The other half of the transformer — how BERT learns bidirectional representations by predicting
masked tokens, and why encoders complement decoders.
"""
# Reference: Devlin et al., "BERT: Pre-training of Deep Bidirectional Transformers for
# Language Understanding" (2018). https://arxiv.org/abs/1810.04805
# Architecture mirrors microgpt.py (N_EMBD=16, N_HEAD=4, N_LAYER=1) with one critical
# difference: no causal mask.
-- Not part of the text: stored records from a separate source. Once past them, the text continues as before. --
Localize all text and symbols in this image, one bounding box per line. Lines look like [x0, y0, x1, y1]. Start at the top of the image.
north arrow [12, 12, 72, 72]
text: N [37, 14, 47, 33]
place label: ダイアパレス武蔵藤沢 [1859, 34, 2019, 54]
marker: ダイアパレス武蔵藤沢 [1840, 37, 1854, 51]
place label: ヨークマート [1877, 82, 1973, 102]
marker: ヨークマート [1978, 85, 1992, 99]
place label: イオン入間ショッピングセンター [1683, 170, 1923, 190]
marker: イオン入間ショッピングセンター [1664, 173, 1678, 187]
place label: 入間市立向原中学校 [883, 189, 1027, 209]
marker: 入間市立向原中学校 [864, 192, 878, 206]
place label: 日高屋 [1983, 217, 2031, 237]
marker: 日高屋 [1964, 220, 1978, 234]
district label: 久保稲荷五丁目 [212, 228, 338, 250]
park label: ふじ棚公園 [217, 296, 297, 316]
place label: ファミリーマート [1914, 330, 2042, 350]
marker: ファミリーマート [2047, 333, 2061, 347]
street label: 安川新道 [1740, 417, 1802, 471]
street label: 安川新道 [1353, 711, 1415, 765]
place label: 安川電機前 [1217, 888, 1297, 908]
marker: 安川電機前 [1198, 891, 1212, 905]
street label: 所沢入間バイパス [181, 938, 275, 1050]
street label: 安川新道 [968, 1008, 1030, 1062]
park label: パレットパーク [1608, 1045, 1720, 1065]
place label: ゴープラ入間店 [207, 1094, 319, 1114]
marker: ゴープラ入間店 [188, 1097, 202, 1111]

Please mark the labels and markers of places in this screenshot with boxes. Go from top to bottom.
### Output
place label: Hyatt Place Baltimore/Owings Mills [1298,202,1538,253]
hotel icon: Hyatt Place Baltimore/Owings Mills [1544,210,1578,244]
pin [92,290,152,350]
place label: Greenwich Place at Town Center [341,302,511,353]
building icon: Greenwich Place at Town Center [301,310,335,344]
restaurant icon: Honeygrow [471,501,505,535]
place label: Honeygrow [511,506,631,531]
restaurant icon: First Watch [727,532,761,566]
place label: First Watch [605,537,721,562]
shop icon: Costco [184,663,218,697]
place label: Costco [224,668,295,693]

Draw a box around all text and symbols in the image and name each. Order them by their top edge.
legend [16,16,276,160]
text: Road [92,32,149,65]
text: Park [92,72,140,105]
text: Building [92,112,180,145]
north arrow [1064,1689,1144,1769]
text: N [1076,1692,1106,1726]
Every token attends to every other token, enabling the model
# to use BOTH left and right context when predicting masked positions.

# === TRADEOFFS ===
# + Bidirectional context lets every token attend to both left and right neighbors
# + Excels at classification, NER, and other understanding tasks (not generation)
# + Pre-train once, fine-tune cheaply on many downstream tasks
# - Cannot generate text autoregressively (no causal structure)
# - Masked-token training is sample-inefficient (only ~15-25% of tokens contribute loss)
# - Fixed context window with no streaming capability
# WHEN TO USE: Text classification, named entity recognition, sentence similarity,
#   and any task where understanding matters more than generation.
# WHEN NOT TO: Open-ended text generation, dialogue systems, or any task
#   requiring autoregressive output (use GPT-style decoder instead).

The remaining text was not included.